O astro do cinema Riggan é conhecido pelo papel de Birdman, um super-herói, que marcou sua carreira. Hoje em dia, mais de uma década depois do filme Birdman 3, ele está empenhado em adaptar para os palcos da Broadway um livro que o tocou na infância, ainda que tenha que fiar o projeto com sua credibilidade e as poucas economias que restam. Para atrapalhar ainda mais, Riggan vive em crise com a namorada atriz, tem uma filha (Emma Stone) vinda da reabilitação por uso de drogas como assistente pessoal, um produtor amigo mas ganancioso (Galifianakis) para cuidar do projeto e problemas para escalar o elenco da peça – o que se complica ainda mais com a entrada do ator-estrela-do-teatro-porém-egocêntrico-ao-extremo Mike, vivido brilhantemente por Edward Norton; a atuação de Naomi Watts como a atriz Lesley, especialmente na cena em que ela comovida agradece por realizar seu sonho, é comovente.

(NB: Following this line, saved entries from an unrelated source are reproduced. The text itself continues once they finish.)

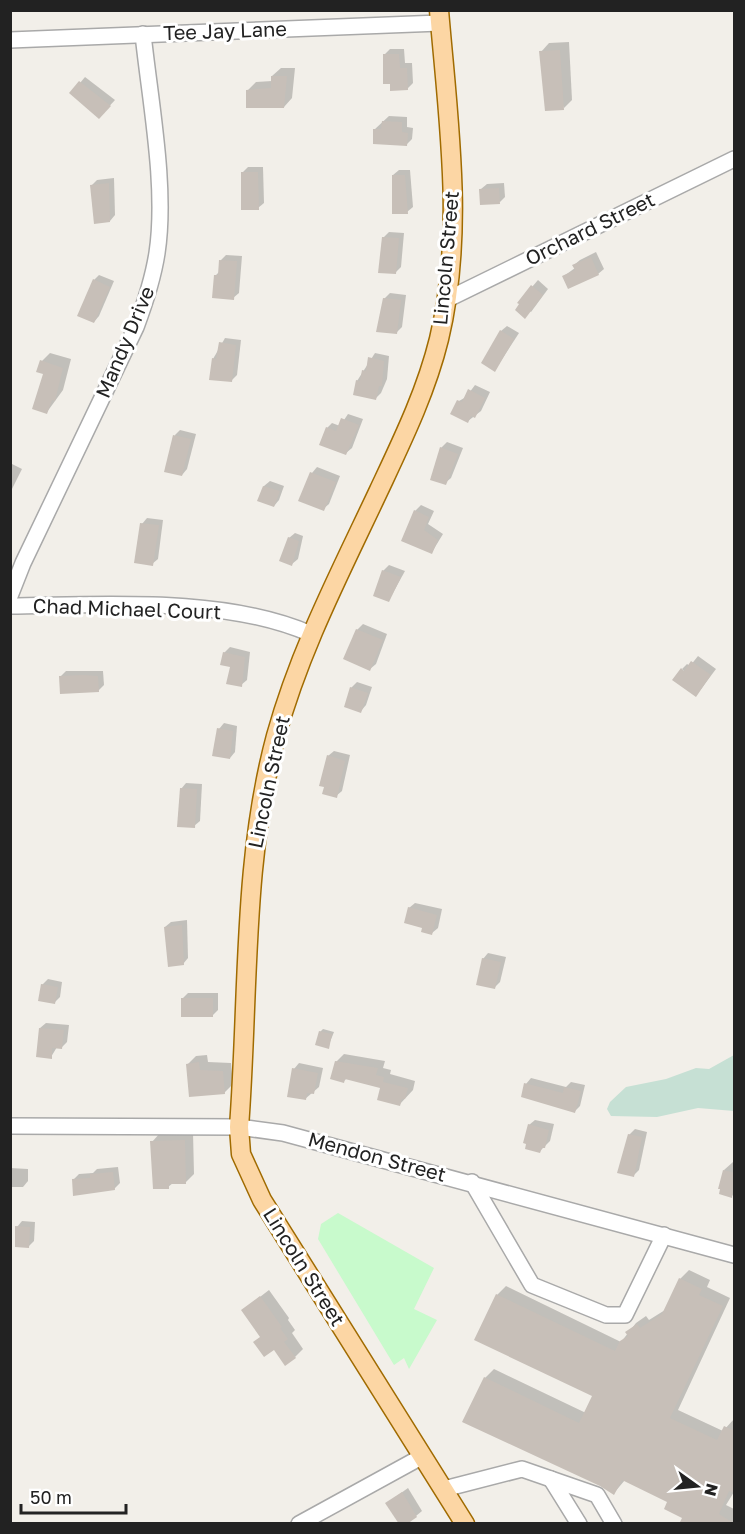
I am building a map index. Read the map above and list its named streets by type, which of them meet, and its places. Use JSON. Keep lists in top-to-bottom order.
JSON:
{
  "streets": {
    "main road": ["Lincoln Street"],
    "street": [
      "Tee Jay Lane",
      "Orchard Street",
      "Mandy Drive",
      "Chad Michael Court",
      "Mendon Street"
    ]
  },
  "crossings": [
    ["Tee Jay Lane", "Lincoln Street"],
    ["Tee Jay Lane", "Mandy Drive"],
    ["Orchard Street", "Lincoln Street"],
    ["Lincoln Street", "Chad Michael Court"],
    ["Lincoln Street", "Mendon Street"]
  ],
  "scale_bar": "50 m",
  "north": "right"
}
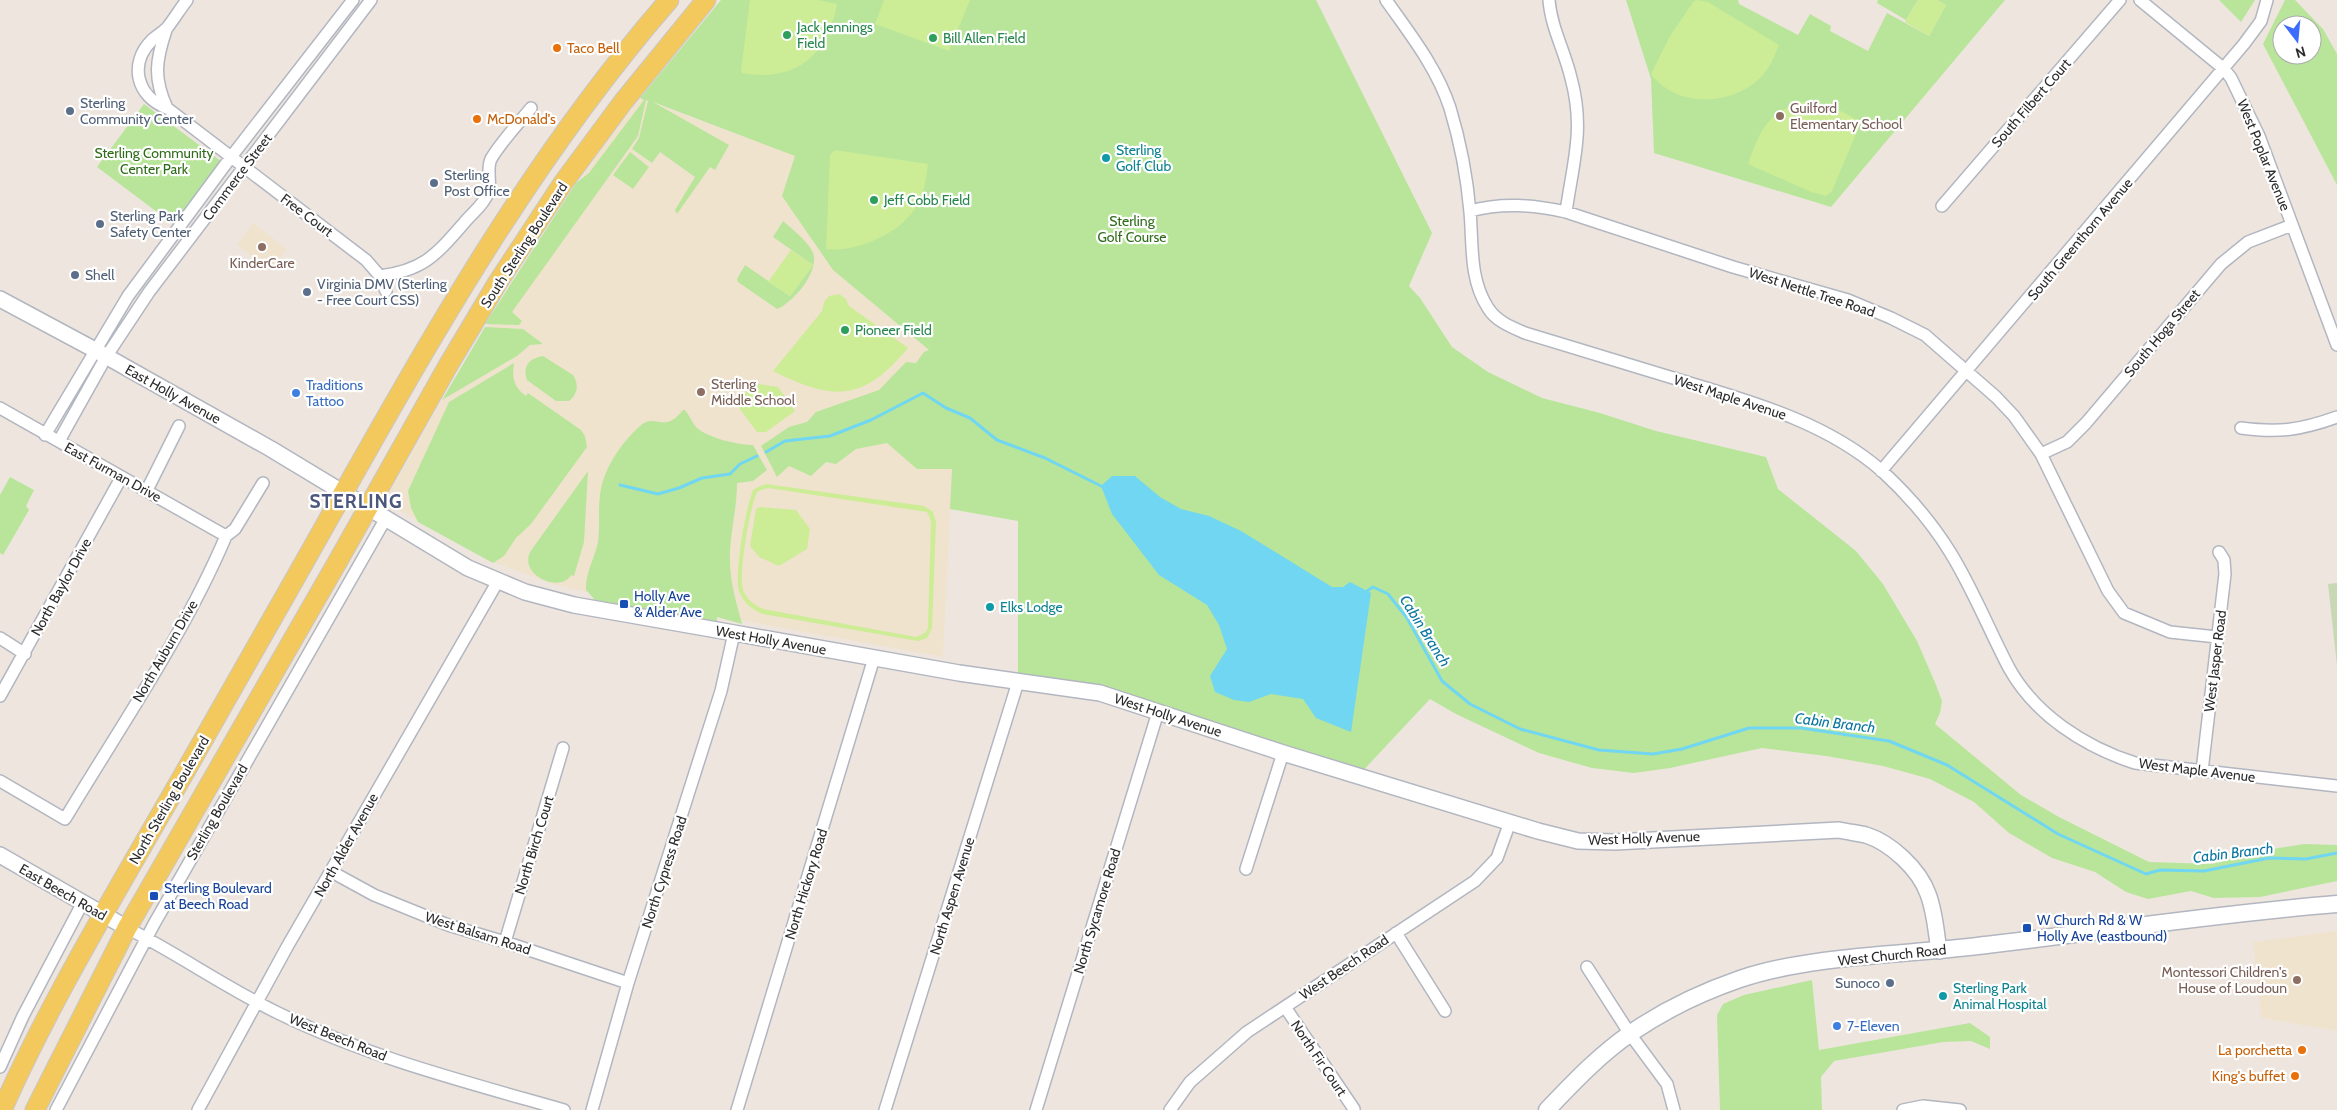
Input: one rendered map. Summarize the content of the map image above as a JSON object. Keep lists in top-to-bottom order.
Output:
{
  "streets": {
    "main road": ["South Sterling Boulevard", "North Sterling Boulevard", "West Church Road"],
    "street": [
      "South Filbert Court",
      "West Poplar Avenue",
      "Commerce Street",
      "Free Court",
      "South Greenthorn Avenue",
      "West Nettle Tree Road",
      "South Hoga Street",
      "East Holly Avenue",
      "West Maple Avenue",
      "East Furman Drive",
      "North Baylor Drive",
      "West Holly Avenue",
      "North Auburn Drive",
      "West Jasper Road",
      "Sterling Boulevard",
      "North Alder Avenue",
      "North Birch Court",
      "North Cypress Road",
      "North Hickory Road",
      "East Beech Road",
      "North Aspen Avenue",
      "North Sycamore Road",
      "West Balsam Road",
      "West Beech Road",
      "North Fir Court"
    ]
  },
  "crossings": [
    ["West Poplar Avenue", "South Greenthorn Avenue"],
    ["West Poplar Avenue", "South Hoga Street"],
    ["Commerce Street", "Free Court"],
    ["Commerce Street", "East Holly Avenue"],
    ["South Greenthorn Avenue", "West Nettle Tree Road"],
    ["South Greenthorn Avenue", "West Maple Avenue"],
    ["South Sterling Boulevard", "East Holly Avenue"],
    ["South Sterling Boulevard", "West Holly Avenue"],
    ["South Sterling Boulevard", "North Sterling Boulevard"],
    ["West Nettle Tree Road", "South Hoga Street"],
    ["West Nettle Tree Road", "West Maple Avenue"],
    ["West Nettle Tree Road", "West Jasper Road"],
    ["East Holly Avenue", "West Holly Avenue"],
    ["East Holly Avenue", "North Sterling Boulevard"],
    ["West Maple Avenue", "West Jasper Road"],
    ["East Furman Drive", "North Baylor Drive"],
    ["East Furman Drive", "North Auburn Drive"],
    ["West Holly Avenue", "North Sterling Boulevard"],
    ["West Holly Avenue", "Sterling Boulevard"],
    ["West Holly Avenue", "North Alder Avenue"],
    ["West Holly Avenue", "North Cypress Road"],
    ["West Holly Avenue", "North Hickory Road"],
    ["West Holly Avenue", "North Aspen Avenue"],
    ["West Holly Avenue", "North Sycamore Road"],
    ["West Holly Avenue", "West Church Road"],
    ["West Holly Avenue", "West Beech Road"],
    ["North Sterling Boulevard", "East Beech Road"],
    ["North Sterling Boulevard", "West Beech Road"],
    ["Sterling Boulevard", "West Beech Road"],
    ["North Alder Avenue", "West Balsam Road"],
    ["North Alder Avenue", "West Beech Road"],
    ["North Birch Court", "West Balsam Road"],
    ["North Cypress Road", "West Balsam Road"],
    ["East Beech Road", "West Beech Road"],
    ["West Beech Road", "North Fir Court"]
  ],
  "districts": ["STERLING"],
  "water": ["Cabin Branch"],
  "parks": ["Sterling Community Center Park", "Sterling Golf Course"],
  "places": {
    "other": [
      "Jack Jennings Field",
      "Bill Allen Field",
      "Taco Bell",
      "Sterling Community Center",
      "Guilford Elementary School",
      "McDonald's",
      "Sterling Golf Club",
      "Sterling Post Office",
      "Jeff Cobb Field",
      "Sterling Park Safety Center",
      "KinderCare",
      "Shell",
      "Virginia DMV (Sterling - Free Court CSS)",
      "Pioneer Field",
      "Sterling Middle School",
      "Traditions Tattoo",
      "Elks Lodge",
      "Montessori Children's House of Loudoun",
      "Sunoco",
      "Sterling Park Animal Hospital",
      "7-Eleven",
      "La porchetta",
      "King's buffet"
    ],
    "transit": ["Holly Ave & Alder Ave", "Sterling Boulevard at Beech Road", "W Church Rd & W Holly Ave (eastbound)"]
  },
  "north": "bottom"
}
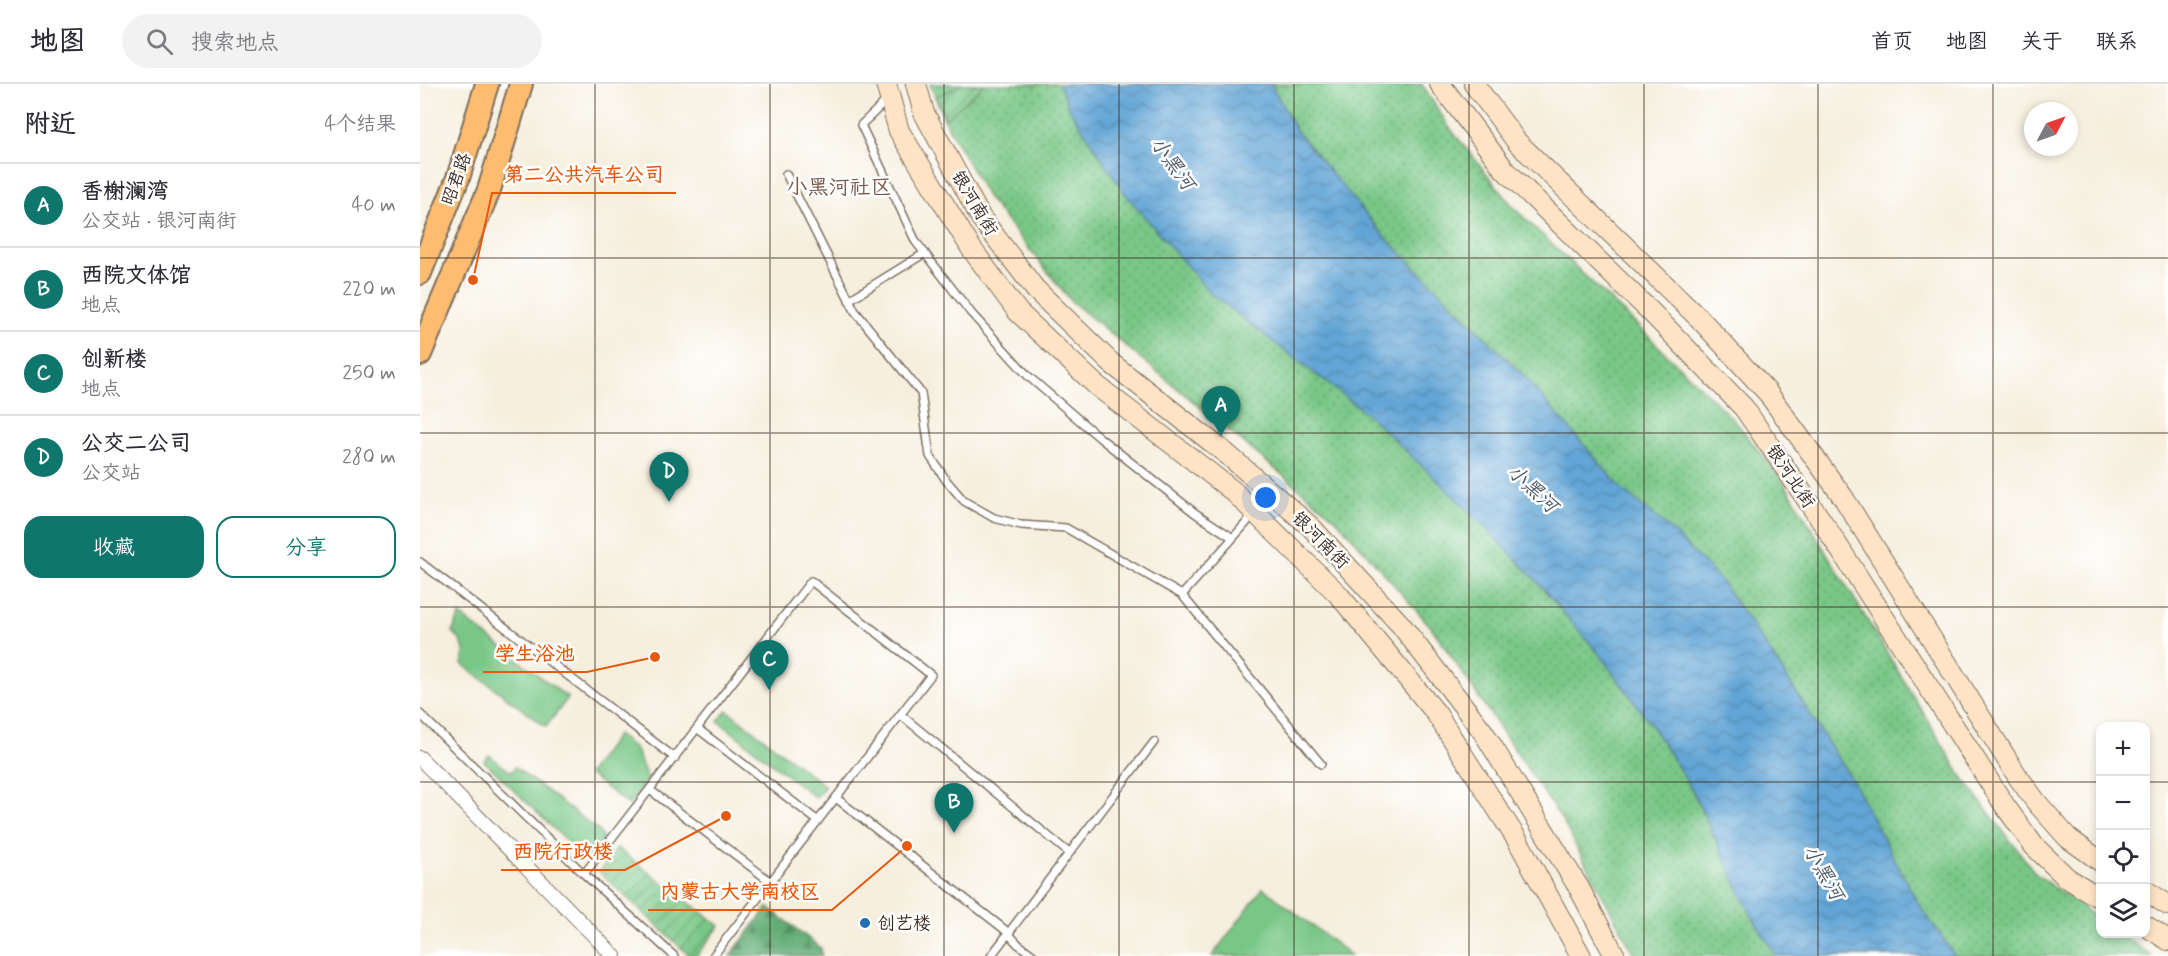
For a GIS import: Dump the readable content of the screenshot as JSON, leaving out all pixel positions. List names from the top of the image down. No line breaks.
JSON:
{"streets":{"highway":["昭君路"],"main road":["银河南街","银河北街"]},"districts":["小黑河社区"],"water":["小黑河"],"places":["第二公共汽车公司","学生浴池","西院行政楼","内蒙古大学南校区","创艺楼"],"north":"top right","page":{"header":"地图","search":"搜索地点","nav":["首页","地图","关于","联系"],"heading":["附近","4个结果"],"list":[{"mark":"A","name":"香榭澜湾","note":"公交站 · 银河南街","value":"40 m"},{"mark":"B","name":"西院文体馆","note":"地点","value":"220 m"},{"mark":"C","name":"创新楼","note":"地点","value":"250 m"},{"mark":"D","name":"公交二公司","note":"公交站","value":"280 m"}],"pins":["A","D","C","B"],"buttons":["收藏","分享"],"map_buttons":["+","−"]}}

Como se a situação acima não bastasse, Riggan é atormentado pela voz de Birdman em sua cabeça, como uma espécie de consciência ou grilo-falante (olha o Cisne Negro e sua esquizofrenia ai, no contexto justamente de buscar alcançar a glória em sua própria arte). Dotado de um cinismo constante e procurando sempre demonstrar sua relevância na vida de Riggan, o Birdman não o deixa em paz, sempre pronto para cutucar a ferida do ostracismo e da insegurança de Riggan. Há várias soluções visuais que complementam muito bem esse enredo. O fato de Riggan achar-se poderoso é ilustrado por sua telecinésia. Os curativos em seu nariz transformam-no, novamente, em um patético Birdman, fazendo as vezes da máscara do herói.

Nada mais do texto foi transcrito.